Jimmy Aldaoud

Deportation of a Chaldean Christian to Iraq, and where he died, gets some decent coverage

This is a news story about religion, mental illness, the U.S. government, deportation and Iraq.

Perhaps you’ve already heard about the heartbreaking story of Jimmy Aldaoud, the diabetic Chaldean Iraqi man who was deported to a homeland he never knew, only to die there a short time later because he couldn’t get enough insulin.

The story publicizes the plight of Chaldeans, an ancient branch of Catholicism that’s been in Iraq almost since the beginning of Christianity. They used to number 1 million, but 80 to 90 percent have emigrated over the years, especially after the death of Saddam Hussein, who for years protected the Chaldeans.

America’s Chaldean refugee community, many of whose members have long been threatened with deportation, have been warning that to send any of them to Iraq would be a death sentence. They, plus several members of Congress, are especially angry over Aldaoud’s death. If things don’t change soon, his fate will be their own.

The Intercept has the most complete story on Aldaoud,

BEFORE HE WAS deported, Jimmy Aldaoud had never stepped foot in Iraq. Born in Greece to Iraqi refugee parents, he immigrated to the United States with his family via a refugee resettlement program 40 years ago, when he was just 15 months old. He considered himself American and knew hardly anything of Iraqi society. Still, on the afternoon of June 4, he found himself wandering the arrivals terminal of Al Najaf International Airport, about 100 miles south of Baghdad, with around $50, some insulin for his diabetes, and the clothes on his back.

Najaf, by the way, is a Shi’ite stronghold and not the safest place for Christians of any stripe.
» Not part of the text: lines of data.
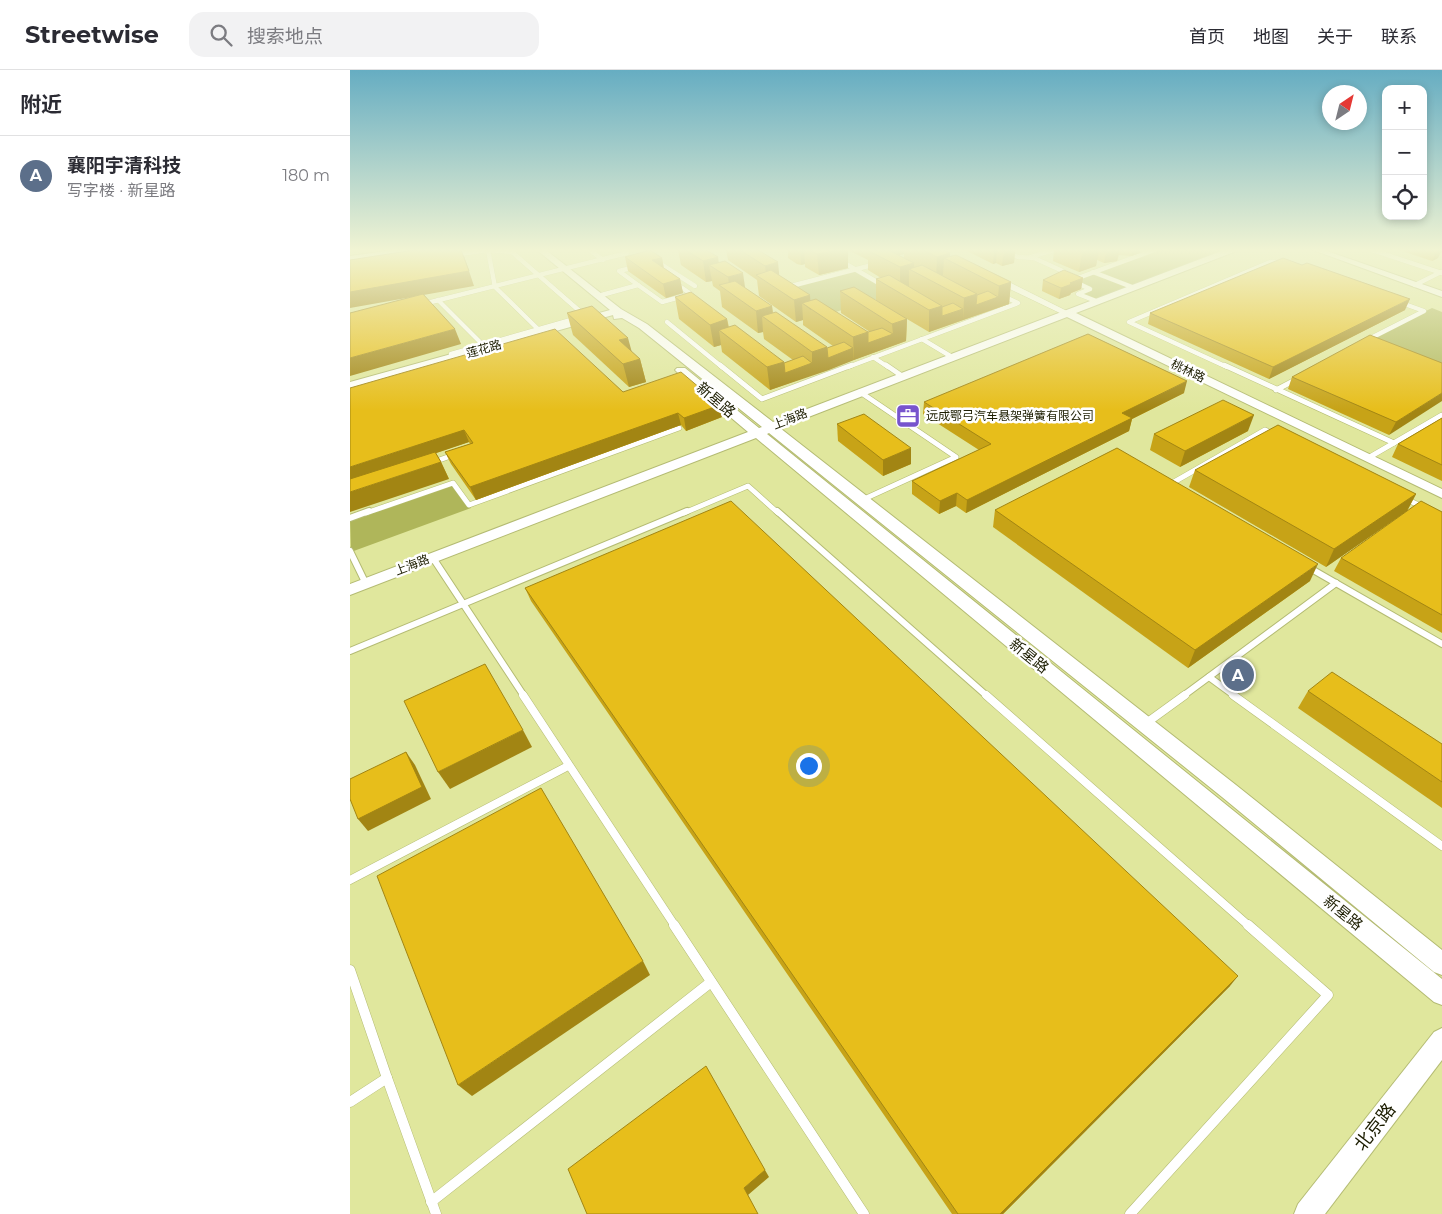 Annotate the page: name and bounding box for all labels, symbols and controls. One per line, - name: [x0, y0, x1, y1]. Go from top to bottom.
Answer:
- search box: [189, 12, 539, 57]
- text: Streetwise: [25, 20, 159, 49]
- icon: search: [207, 21, 235, 49]
- text: 搜索地点: [247, 25, 323, 48]
- text: 首页: [1189, 26, 1225, 48]
- text: 地图: [1253, 26, 1289, 48]
- text: 关于: [1317, 26, 1353, 48]
- text: 联系: [1381, 26, 1417, 48]
- north arrow: [1322, 85, 1367, 130]
- map controls: [1382, 85, 1427, 220]
- button: +: [1382, 85, 1427, 130]
- text: 附近: [20, 92, 62, 117]
- button: −: [1382, 130, 1427, 175]
- text: 襄阳宇清科技: [67, 154, 181, 177]
- text: A: [30, 166, 42, 185]
- text: 180 m: [282, 166, 330, 185]
- button: locate: [1382, 175, 1427, 220]
- text: 写字楼 · 新星路: [67, 181, 175, 200]
- street label: 莲花路: [464, 336, 503, 361]
- street label: 桃林路: [1169, 356, 1208, 385]
- street label: 新星路: [693, 378, 740, 421]
- office icon: 远成鄂弓汽车悬架弹簧有限公司: [895, 403, 921, 429]
- street label: 上海路: [770, 405, 809, 432]
- place label: 远成鄂弓汽车悬架弹簧有限公司: [926, 408, 1094, 423]
- street label: 上海路: [392, 551, 431, 578]
- street label: 新星路: [1006, 634, 1053, 677]
- pin: A: [1222, 656, 1254, 694]
- your location: [796, 753, 822, 779]
- street label: 新星路: [1320, 891, 1367, 934]
- street label: 北京路: [1350, 1099, 1400, 1155] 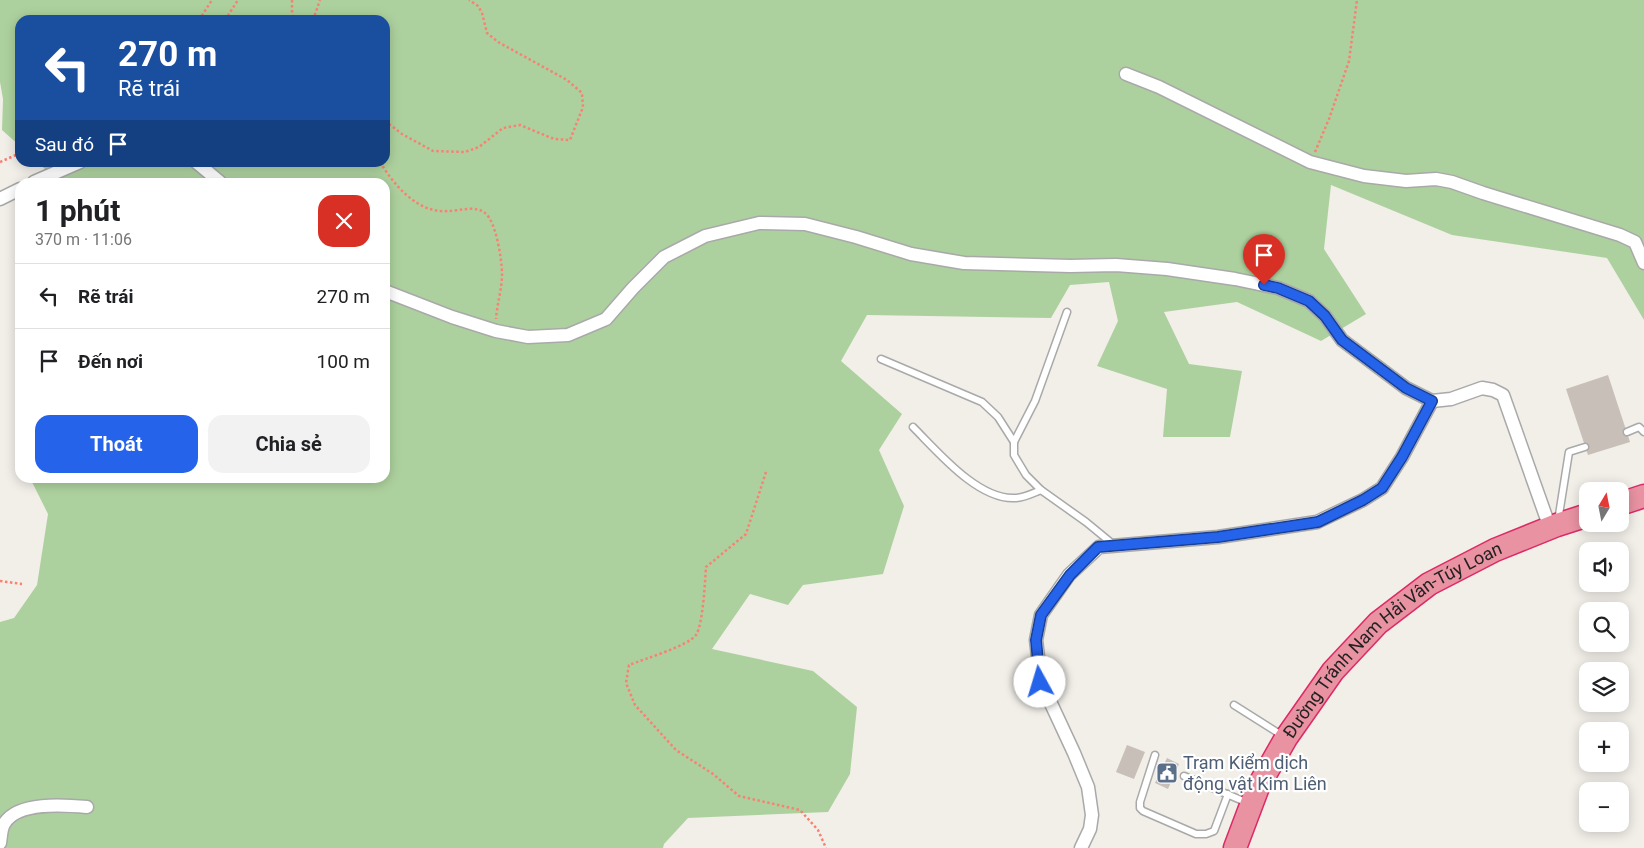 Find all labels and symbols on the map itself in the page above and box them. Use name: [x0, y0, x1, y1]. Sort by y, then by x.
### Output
pin: [1243, 234, 1285, 285]
north arrow: [1579, 482, 1629, 532]
street label: Đường Tránh Nam Hải Vân-Túy Loan: [1278, 537, 1505, 742]
position arrow: [1013, 655, 1065, 707]
place label: Trạm Kiểm dịch động vật Kim Liên: [1183, 752, 1327, 794]
public building icon: Trạm Kiểm dịch động vật Kim Liên: [1155, 761, 1179, 785] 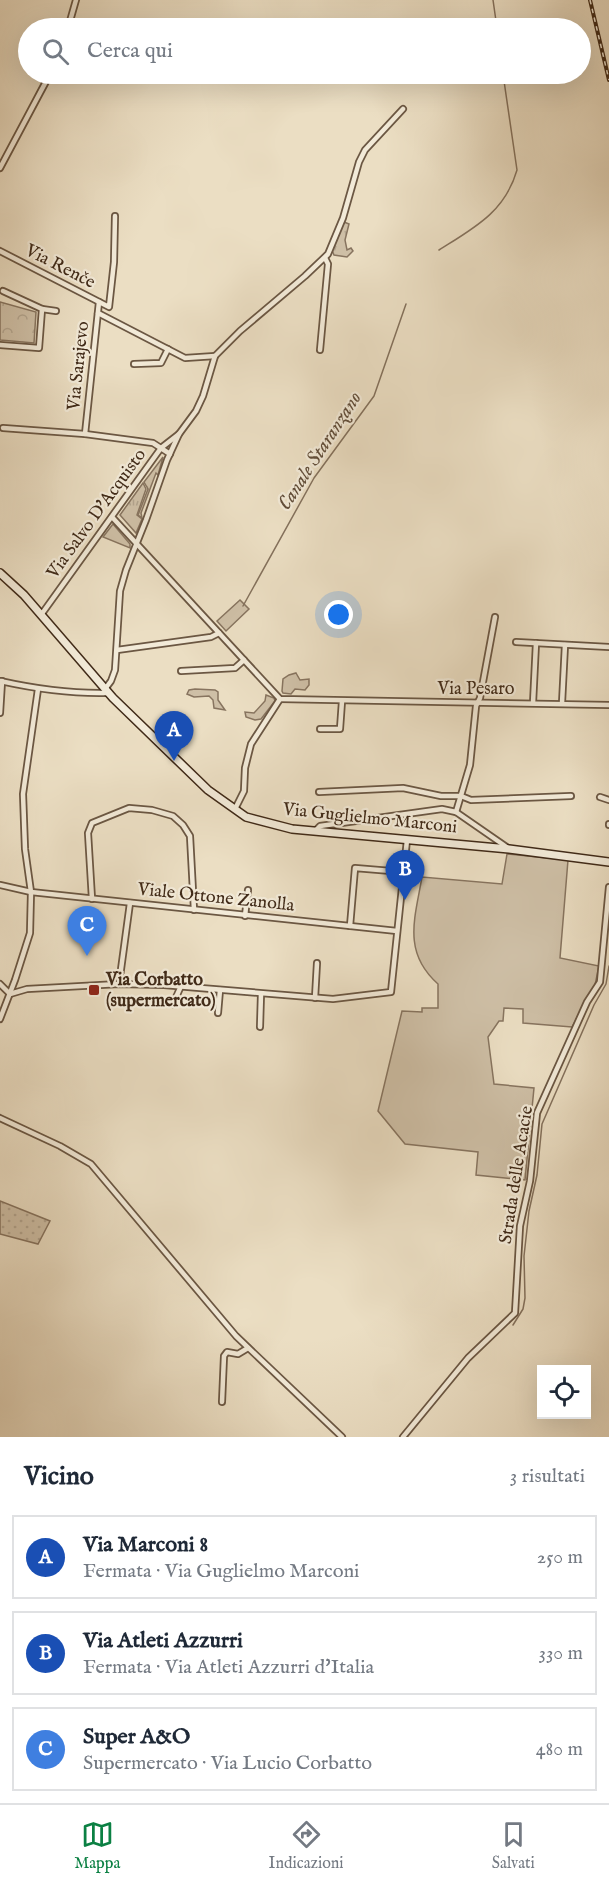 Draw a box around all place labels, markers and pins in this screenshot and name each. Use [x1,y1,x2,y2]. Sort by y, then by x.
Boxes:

Aldaoud was used to getting by with little. For most of his adult life, he had experienced homelessness, working odd jobs, and stealing loose change from cars as he grappled with mental illness. But that was in the relative comfort of his hometown — for decades, he rarely strayed more than a few miles from his parents’ house in Hazel Park, Michigan, a suburb of Detroit. He had no idea how to survive in Iraq, and he was unprepared to make a run at it; he hadn’t known his deportation would come so soon, and officials with Immigration and Customs Enforcement wouldn’t let him call his family before they sent him off.

Aldaoud spoke no Arabic, had no known family in Iraq, and nobody knew he was there. Disembarking in Najaf, he was “scared,” “confused,” and acting panicked, according to an Iraqi immigration officer he encountered.

And 63 days later — this past Tuesday — he was dead.